No business venture comes with only positives however. Expanding into hosting photographers and tourists comes with its own share of challenges. Bird photographers who camp out all day on a platform, with crates of gear, despite requests to handhold their shots and to share access. Tourists from different cultures who don’t seem to understand that annoying and chasing animals onsite is not an acceptable way to behave. Humans really can be idiots sometimes.
And one last interesting fact: cutting a pathway through a cornfield or sunflower field for tourists means that portion of land is no longer available for cultivation. That’s a big loss for a farm.
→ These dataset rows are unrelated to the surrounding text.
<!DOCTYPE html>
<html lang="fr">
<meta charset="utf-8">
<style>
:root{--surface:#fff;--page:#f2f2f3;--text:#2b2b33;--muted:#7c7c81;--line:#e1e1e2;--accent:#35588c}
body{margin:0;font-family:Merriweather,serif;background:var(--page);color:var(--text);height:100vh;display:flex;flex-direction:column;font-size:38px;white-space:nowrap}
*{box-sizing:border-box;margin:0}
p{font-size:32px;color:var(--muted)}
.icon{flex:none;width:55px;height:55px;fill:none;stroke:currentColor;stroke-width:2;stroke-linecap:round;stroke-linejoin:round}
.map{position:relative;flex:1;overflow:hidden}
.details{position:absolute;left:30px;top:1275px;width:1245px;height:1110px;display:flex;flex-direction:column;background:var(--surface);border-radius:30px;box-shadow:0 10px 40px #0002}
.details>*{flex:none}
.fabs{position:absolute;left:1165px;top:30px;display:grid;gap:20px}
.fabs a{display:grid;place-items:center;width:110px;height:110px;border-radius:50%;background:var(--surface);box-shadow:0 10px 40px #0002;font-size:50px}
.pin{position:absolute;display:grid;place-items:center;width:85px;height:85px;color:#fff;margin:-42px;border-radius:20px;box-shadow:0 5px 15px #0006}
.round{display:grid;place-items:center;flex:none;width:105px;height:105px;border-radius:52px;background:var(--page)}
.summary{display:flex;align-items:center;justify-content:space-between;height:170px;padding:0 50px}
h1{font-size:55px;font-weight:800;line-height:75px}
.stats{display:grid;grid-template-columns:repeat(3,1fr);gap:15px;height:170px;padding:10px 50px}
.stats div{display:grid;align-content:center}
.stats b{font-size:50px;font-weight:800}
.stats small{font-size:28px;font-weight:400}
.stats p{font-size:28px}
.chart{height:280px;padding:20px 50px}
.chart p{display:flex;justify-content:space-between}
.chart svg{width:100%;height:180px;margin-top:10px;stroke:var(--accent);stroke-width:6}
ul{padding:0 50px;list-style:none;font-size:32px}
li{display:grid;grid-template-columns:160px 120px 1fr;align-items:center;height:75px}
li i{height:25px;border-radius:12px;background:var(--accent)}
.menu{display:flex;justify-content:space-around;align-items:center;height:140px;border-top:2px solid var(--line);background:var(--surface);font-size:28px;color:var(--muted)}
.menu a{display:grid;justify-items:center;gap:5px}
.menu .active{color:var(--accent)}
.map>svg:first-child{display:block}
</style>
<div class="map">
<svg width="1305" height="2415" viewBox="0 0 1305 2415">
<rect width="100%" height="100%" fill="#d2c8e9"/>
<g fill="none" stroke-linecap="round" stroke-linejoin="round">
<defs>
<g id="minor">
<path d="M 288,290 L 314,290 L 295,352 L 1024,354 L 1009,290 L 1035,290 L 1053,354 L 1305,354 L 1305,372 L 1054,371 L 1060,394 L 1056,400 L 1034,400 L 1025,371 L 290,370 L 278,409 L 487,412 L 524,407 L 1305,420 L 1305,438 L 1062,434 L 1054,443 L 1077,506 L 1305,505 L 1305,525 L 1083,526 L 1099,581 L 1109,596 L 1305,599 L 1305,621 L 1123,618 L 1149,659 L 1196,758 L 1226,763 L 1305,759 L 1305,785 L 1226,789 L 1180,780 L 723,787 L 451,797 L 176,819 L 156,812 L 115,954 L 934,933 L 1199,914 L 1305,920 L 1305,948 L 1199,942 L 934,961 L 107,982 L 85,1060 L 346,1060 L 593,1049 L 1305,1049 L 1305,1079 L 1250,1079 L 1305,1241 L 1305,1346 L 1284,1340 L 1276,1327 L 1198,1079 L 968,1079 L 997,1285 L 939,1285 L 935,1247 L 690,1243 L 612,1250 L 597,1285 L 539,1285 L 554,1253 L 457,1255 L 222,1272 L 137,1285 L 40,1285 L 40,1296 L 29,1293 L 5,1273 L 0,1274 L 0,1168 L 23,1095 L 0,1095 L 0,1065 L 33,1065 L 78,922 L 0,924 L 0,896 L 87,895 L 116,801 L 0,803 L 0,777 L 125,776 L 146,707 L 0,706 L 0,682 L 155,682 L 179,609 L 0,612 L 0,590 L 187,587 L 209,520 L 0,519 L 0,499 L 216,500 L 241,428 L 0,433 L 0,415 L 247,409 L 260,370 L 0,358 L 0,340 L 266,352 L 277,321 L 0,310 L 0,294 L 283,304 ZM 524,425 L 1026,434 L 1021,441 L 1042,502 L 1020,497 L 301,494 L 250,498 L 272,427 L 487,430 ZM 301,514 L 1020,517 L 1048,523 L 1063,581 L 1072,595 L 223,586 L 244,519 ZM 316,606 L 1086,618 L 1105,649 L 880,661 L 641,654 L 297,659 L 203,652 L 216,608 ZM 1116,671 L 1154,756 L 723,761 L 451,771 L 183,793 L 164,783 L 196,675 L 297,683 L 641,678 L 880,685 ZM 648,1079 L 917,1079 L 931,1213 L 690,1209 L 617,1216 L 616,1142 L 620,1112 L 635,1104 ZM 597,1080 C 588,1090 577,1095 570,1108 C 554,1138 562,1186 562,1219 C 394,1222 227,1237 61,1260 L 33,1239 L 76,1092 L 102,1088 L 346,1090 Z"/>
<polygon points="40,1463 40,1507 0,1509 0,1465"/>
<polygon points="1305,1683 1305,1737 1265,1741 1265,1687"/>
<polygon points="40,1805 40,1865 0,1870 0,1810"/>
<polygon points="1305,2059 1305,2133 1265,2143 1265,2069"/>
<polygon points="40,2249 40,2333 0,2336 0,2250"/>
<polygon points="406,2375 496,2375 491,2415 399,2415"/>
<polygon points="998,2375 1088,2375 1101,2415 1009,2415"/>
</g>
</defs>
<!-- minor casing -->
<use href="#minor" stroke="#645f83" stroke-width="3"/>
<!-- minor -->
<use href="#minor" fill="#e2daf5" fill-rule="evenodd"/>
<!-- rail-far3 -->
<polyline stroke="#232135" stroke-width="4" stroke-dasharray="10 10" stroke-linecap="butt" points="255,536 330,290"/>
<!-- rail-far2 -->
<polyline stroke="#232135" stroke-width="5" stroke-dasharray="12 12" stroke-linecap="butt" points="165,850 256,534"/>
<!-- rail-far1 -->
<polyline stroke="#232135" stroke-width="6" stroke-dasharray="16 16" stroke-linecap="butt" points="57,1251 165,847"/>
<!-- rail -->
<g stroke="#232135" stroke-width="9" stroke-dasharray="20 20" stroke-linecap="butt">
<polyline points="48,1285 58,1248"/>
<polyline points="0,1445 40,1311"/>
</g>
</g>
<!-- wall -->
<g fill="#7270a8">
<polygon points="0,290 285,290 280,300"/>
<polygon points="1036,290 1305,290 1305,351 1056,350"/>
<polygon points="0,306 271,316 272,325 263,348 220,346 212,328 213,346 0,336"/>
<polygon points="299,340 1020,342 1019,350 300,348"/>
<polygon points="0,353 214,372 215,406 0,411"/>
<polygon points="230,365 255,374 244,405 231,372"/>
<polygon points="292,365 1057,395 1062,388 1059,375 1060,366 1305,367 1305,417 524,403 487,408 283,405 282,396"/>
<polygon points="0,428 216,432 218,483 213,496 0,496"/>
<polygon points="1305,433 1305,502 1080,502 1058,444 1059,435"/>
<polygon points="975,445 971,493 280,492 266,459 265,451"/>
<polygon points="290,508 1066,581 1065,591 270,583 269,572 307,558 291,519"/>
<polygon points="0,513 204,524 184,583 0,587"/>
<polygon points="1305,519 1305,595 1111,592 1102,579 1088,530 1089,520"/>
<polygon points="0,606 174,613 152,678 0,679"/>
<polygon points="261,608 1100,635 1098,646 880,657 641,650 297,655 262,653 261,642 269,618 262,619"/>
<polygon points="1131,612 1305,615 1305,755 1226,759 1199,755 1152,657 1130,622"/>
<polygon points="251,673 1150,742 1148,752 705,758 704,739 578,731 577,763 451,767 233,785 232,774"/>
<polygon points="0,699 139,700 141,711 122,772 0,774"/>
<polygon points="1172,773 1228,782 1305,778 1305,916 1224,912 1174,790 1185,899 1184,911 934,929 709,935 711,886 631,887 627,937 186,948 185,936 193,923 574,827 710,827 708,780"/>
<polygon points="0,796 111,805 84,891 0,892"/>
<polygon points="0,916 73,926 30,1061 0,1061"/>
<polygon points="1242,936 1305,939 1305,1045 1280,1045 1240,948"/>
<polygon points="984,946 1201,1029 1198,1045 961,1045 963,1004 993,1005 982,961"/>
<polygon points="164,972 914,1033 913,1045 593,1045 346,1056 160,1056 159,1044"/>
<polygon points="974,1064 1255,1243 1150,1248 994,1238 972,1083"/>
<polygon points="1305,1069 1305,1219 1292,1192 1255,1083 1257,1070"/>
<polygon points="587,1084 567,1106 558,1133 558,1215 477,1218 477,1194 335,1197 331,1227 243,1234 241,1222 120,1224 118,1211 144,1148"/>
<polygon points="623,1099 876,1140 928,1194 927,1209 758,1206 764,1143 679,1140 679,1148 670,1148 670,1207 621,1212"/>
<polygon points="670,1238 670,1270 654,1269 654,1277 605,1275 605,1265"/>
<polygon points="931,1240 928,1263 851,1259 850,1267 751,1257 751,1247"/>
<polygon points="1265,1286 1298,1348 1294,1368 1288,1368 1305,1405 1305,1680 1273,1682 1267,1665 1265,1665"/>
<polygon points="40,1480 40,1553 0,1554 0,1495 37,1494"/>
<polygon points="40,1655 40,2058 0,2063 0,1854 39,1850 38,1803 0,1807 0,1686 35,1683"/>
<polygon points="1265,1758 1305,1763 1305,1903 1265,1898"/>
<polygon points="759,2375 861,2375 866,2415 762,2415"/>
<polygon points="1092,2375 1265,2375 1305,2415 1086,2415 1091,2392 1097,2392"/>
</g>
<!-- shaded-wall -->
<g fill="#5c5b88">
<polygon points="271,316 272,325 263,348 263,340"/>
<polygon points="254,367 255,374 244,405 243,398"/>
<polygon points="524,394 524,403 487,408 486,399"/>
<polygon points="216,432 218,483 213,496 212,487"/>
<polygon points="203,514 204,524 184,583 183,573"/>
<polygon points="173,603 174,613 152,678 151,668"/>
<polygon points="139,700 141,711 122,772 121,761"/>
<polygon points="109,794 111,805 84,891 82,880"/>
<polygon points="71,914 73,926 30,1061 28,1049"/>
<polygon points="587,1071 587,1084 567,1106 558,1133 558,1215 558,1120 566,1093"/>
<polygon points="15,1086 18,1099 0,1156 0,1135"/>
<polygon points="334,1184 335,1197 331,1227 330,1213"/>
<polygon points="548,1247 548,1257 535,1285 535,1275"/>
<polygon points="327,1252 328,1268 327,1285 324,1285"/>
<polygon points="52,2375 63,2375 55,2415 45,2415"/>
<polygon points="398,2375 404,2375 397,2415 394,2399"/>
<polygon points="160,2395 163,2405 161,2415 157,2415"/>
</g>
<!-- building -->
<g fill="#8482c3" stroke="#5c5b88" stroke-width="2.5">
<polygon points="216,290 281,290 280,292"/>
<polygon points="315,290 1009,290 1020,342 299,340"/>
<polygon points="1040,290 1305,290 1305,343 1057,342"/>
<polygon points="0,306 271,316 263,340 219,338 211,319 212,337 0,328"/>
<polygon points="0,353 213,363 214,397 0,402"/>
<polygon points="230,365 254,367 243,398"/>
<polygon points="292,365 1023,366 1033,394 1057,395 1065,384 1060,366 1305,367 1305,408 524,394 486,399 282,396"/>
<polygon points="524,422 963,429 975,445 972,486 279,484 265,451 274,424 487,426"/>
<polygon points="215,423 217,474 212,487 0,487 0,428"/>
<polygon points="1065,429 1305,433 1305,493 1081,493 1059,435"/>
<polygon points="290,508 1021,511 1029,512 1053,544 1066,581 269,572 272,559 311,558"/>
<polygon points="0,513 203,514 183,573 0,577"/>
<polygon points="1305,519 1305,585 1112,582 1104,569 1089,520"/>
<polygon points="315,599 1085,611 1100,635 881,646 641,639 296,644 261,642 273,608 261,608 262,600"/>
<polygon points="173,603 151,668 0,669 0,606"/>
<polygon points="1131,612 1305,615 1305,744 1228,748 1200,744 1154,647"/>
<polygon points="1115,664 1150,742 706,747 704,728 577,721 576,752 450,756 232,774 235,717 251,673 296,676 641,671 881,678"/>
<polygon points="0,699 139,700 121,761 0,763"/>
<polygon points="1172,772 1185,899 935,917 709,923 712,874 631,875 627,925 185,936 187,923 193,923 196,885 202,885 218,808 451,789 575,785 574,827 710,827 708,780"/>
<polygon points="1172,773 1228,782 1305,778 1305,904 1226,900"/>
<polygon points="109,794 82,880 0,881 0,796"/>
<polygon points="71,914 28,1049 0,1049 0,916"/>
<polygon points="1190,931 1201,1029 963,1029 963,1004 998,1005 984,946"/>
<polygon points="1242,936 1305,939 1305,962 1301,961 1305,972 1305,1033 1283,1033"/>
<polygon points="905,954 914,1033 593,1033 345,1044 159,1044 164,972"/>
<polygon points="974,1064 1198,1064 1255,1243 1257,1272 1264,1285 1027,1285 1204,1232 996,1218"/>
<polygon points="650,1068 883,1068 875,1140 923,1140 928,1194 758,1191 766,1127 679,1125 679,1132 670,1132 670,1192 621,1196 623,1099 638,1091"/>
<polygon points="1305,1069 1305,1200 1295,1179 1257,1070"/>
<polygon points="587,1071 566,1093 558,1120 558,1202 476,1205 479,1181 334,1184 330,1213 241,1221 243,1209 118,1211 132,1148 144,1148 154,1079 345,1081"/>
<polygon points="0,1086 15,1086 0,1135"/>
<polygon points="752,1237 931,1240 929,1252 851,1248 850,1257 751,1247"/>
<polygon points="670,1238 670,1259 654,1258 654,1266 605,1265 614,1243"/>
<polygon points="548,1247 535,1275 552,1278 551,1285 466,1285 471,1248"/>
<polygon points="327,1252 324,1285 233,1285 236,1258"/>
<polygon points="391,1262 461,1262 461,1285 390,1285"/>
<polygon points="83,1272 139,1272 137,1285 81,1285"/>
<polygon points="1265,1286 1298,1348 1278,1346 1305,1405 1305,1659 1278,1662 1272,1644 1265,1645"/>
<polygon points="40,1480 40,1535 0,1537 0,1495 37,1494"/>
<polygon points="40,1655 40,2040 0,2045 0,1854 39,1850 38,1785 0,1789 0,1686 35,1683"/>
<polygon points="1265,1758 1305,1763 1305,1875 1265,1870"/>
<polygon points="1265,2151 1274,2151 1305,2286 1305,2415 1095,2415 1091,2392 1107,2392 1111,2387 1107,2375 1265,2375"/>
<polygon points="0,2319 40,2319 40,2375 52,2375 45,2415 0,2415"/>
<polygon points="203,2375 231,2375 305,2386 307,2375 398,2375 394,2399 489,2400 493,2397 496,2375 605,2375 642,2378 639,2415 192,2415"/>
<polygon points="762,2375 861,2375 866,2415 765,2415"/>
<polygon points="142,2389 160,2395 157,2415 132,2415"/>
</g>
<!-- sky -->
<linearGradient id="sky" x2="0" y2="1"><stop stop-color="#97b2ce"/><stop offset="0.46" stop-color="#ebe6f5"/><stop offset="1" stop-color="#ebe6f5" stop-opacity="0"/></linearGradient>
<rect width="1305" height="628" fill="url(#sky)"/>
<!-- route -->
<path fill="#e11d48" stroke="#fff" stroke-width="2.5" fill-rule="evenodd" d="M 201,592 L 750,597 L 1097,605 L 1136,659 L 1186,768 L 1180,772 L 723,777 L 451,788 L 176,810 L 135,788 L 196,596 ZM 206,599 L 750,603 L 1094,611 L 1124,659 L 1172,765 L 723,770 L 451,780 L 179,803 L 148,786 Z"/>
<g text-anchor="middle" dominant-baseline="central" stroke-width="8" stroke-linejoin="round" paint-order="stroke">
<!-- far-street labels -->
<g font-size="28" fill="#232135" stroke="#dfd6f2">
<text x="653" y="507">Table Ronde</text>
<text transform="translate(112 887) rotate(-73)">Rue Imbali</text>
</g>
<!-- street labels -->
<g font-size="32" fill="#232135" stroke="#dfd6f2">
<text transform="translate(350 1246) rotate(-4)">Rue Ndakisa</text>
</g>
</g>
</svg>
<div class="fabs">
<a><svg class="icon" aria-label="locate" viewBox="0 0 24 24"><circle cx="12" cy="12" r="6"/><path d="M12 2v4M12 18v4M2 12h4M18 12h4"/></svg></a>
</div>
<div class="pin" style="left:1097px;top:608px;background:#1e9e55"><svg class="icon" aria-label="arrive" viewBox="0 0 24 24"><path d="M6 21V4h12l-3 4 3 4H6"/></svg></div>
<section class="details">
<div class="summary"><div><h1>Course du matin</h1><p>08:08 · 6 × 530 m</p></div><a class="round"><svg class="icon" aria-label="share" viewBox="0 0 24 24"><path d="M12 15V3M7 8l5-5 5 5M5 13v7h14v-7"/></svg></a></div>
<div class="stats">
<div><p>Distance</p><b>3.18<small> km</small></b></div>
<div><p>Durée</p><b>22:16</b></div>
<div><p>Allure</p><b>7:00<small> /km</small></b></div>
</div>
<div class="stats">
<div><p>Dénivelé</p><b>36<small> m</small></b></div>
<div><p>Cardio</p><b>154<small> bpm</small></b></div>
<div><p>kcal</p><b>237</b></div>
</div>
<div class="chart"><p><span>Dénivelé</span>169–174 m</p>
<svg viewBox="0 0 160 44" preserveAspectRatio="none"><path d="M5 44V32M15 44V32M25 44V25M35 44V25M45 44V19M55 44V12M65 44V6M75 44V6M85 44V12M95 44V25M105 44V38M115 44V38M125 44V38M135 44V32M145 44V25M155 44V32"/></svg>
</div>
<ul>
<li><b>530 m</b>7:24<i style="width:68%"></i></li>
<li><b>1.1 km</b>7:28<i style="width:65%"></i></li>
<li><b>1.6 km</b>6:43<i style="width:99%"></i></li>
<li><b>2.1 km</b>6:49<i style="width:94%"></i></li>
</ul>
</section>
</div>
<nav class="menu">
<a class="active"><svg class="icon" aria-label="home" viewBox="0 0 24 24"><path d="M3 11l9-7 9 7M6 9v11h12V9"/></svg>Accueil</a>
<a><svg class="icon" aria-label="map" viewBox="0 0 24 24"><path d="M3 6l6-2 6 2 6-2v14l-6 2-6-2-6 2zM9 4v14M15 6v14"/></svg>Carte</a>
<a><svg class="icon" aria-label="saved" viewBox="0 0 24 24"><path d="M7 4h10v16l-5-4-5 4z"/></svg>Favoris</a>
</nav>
It has to be made up some other way.

Why am I writing this piece in a photography blog? To celebrate the landscape, of course, and to recognize those who respect and cherish it. Also to recognize that inventiveness and resourcefulness are the hallmarks of any successful business, including farming. The next time you visit a farm or even drive by a farm, give a few moments of thought to the people who run it. Give them your support. They put food on your table. They are also protecting a legacy that is by far the most important legacy we have.


Do glad you got to enjoy some of the “countryside”. Thank you for bringing the life of a farm to the public’s attention. Not an easy life, but a rewarding one.